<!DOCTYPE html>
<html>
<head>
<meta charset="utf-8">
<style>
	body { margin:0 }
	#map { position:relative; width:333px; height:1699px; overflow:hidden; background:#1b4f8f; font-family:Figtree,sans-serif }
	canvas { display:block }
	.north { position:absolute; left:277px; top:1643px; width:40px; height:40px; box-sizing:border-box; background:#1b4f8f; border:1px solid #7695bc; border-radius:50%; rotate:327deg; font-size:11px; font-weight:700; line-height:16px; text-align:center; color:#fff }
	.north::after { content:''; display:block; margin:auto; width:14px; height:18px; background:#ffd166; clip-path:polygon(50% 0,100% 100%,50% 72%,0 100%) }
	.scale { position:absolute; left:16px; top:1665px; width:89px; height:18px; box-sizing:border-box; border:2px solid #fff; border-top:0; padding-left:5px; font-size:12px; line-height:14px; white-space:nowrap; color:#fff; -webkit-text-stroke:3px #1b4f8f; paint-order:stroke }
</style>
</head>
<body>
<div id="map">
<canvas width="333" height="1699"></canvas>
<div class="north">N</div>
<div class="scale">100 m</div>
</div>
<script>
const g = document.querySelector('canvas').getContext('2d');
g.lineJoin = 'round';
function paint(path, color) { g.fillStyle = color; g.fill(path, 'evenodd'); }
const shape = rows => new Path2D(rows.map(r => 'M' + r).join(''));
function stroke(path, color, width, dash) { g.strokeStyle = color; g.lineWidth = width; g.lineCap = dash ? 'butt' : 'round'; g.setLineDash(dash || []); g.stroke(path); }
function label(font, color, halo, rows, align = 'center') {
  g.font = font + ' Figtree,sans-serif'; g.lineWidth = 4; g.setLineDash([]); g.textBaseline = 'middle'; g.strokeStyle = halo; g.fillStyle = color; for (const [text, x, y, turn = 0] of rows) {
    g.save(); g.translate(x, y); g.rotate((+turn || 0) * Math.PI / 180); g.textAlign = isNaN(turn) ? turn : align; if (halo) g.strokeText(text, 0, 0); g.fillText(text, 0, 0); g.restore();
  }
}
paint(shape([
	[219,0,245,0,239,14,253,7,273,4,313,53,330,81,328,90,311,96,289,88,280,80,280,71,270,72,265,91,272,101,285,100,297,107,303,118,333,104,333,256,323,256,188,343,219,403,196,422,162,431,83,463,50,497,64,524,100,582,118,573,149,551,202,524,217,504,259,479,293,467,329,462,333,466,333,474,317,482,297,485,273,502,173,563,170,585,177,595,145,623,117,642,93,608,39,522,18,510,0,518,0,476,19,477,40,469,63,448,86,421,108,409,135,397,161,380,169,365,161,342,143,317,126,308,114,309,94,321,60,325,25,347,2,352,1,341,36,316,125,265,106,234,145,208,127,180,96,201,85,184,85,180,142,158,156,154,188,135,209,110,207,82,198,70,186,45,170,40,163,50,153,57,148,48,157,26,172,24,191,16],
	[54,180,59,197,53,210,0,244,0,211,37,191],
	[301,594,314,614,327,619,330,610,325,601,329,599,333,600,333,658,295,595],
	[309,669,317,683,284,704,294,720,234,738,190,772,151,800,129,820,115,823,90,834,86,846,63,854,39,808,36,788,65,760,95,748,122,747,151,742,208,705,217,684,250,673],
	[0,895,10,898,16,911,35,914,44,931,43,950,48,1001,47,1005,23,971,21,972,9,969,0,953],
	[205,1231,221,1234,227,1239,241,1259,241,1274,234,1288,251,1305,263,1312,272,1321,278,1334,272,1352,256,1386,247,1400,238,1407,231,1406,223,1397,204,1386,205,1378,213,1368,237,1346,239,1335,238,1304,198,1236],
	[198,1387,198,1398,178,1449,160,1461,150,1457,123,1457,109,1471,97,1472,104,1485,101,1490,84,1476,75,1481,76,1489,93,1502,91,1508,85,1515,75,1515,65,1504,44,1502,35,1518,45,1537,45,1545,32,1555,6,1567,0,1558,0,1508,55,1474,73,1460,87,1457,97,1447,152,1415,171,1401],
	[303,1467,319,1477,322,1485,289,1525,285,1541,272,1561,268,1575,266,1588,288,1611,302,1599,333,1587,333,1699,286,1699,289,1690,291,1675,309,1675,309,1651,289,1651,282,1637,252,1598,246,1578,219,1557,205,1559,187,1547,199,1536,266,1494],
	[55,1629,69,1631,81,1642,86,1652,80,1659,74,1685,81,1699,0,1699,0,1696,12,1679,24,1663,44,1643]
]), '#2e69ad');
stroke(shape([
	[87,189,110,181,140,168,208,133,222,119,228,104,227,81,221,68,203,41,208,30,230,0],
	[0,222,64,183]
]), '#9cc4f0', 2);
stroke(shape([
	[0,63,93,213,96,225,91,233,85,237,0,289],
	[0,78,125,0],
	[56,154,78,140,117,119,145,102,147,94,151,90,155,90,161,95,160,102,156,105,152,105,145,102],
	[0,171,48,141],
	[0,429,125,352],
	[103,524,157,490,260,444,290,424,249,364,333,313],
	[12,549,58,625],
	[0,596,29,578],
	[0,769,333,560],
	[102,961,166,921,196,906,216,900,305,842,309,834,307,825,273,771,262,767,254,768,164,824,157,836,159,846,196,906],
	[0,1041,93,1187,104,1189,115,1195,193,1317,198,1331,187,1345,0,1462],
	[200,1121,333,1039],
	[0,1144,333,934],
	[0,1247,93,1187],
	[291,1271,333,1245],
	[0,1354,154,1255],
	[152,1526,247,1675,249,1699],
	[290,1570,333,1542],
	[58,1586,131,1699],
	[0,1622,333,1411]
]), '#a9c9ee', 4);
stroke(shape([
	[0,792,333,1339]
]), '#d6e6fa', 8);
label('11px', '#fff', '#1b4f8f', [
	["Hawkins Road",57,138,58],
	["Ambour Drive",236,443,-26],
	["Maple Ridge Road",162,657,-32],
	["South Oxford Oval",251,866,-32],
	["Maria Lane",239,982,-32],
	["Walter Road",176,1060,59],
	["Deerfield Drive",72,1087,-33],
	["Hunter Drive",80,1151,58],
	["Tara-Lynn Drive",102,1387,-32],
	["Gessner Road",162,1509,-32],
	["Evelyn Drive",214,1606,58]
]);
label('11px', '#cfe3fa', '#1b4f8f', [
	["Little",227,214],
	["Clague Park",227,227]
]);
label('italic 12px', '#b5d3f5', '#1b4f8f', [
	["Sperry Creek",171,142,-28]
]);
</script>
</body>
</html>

+-------+

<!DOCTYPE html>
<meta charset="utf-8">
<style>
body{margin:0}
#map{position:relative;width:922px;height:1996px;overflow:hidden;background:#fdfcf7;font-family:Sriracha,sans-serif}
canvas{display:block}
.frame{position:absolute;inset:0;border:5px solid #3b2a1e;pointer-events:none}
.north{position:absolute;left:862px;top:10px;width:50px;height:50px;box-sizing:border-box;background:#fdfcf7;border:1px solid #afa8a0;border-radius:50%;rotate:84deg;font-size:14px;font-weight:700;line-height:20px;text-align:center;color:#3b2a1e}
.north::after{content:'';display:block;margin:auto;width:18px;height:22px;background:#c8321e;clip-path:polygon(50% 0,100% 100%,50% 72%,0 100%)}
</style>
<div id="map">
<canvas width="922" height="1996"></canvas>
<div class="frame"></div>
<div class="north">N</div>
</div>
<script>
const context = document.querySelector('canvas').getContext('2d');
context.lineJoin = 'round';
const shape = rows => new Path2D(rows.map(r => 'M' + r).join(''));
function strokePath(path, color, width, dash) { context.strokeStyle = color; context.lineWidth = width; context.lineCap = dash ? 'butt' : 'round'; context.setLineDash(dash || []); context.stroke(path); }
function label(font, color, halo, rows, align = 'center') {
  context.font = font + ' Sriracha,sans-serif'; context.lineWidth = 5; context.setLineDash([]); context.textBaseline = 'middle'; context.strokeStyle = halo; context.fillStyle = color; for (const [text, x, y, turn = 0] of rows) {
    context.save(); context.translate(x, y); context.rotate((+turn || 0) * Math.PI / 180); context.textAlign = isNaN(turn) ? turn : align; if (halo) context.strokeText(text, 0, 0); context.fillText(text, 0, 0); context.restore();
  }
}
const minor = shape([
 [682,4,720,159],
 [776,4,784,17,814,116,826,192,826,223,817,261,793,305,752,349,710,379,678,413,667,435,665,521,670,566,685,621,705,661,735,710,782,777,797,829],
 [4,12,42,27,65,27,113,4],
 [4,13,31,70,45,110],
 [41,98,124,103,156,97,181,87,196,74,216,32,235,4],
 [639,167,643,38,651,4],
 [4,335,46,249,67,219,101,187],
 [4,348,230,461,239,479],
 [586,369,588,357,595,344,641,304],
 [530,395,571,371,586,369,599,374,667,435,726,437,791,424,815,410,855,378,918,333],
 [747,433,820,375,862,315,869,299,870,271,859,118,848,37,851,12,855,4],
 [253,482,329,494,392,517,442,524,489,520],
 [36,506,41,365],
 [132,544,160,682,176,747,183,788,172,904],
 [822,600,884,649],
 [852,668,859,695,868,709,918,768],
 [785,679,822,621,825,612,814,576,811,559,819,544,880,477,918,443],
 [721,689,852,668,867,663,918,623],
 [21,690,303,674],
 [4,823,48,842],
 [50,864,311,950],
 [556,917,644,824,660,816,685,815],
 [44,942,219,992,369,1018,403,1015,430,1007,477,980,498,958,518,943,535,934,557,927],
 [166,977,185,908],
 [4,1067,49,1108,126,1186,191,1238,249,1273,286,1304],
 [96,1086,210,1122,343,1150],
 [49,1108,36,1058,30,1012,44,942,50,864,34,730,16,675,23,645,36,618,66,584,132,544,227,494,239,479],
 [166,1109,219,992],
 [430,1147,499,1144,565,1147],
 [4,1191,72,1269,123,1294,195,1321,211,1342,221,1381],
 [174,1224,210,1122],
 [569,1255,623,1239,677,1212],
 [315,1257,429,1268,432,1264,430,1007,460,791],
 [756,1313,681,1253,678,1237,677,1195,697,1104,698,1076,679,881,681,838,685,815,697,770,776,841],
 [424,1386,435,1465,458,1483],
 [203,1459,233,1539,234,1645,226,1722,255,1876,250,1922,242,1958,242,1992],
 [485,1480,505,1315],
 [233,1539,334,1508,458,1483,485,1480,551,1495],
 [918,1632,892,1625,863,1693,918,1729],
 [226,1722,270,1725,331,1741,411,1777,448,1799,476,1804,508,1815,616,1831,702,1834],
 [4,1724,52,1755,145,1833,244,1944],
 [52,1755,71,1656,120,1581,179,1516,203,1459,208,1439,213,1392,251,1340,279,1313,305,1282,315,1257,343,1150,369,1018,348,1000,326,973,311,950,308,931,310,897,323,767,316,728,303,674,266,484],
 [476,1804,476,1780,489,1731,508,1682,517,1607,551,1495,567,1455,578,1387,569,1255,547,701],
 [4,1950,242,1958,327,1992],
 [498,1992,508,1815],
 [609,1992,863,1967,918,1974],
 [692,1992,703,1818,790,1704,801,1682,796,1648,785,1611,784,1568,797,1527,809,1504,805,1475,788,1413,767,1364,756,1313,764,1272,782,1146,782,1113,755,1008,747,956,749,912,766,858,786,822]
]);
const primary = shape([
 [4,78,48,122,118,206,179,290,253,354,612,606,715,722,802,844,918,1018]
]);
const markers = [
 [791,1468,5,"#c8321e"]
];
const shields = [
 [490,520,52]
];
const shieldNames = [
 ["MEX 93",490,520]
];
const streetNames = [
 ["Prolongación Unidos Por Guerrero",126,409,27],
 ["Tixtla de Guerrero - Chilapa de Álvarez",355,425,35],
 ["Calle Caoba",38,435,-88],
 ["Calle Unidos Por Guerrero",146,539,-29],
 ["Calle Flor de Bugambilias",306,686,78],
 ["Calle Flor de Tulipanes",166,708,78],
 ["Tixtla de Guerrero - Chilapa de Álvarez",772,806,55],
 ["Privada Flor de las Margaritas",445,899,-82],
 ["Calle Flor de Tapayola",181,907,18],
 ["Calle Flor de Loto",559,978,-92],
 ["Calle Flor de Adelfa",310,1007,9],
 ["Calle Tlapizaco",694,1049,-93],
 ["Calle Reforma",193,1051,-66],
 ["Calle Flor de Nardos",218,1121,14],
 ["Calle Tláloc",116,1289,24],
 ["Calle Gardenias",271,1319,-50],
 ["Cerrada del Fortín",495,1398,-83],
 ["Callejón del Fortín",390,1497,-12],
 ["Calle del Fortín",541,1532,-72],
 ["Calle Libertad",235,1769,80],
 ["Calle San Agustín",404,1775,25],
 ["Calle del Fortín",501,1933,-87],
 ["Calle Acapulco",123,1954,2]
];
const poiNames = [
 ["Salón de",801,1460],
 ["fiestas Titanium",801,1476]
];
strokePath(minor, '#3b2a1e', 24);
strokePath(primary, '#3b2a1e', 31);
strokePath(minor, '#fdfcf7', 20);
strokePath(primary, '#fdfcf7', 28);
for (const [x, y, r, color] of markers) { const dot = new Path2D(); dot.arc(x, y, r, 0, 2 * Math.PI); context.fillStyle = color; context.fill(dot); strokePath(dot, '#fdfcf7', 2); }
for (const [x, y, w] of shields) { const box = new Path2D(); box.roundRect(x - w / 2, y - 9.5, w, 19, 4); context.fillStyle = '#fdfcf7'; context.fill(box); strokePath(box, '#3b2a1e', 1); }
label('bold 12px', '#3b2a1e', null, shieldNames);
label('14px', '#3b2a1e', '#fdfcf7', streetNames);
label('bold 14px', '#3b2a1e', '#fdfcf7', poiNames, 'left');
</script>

+-------+

[DESCRIPTION OF THE TASK] Within the entries above, find the string "isNaN" and return each line that holds it.

[RESPONSE]
    g.save(); g.translate(x, y); g.rotate((+turn || 0) * Math.PI / 180); g.textAlign = isNaN(turn) ? turn : align; if (halo) g.strokeText(text, 0, 0); g.fillText(text, 0, 0); g.restore();
    context.save(); context.translate(x, y); context.rotate((+turn || 0) * Math.PI / 180); context.textAlign = isNaN(turn) ? turn : align; if (halo) context.strokeText(text, 0, 0); context.fillText(text, 0, 0); context.restore();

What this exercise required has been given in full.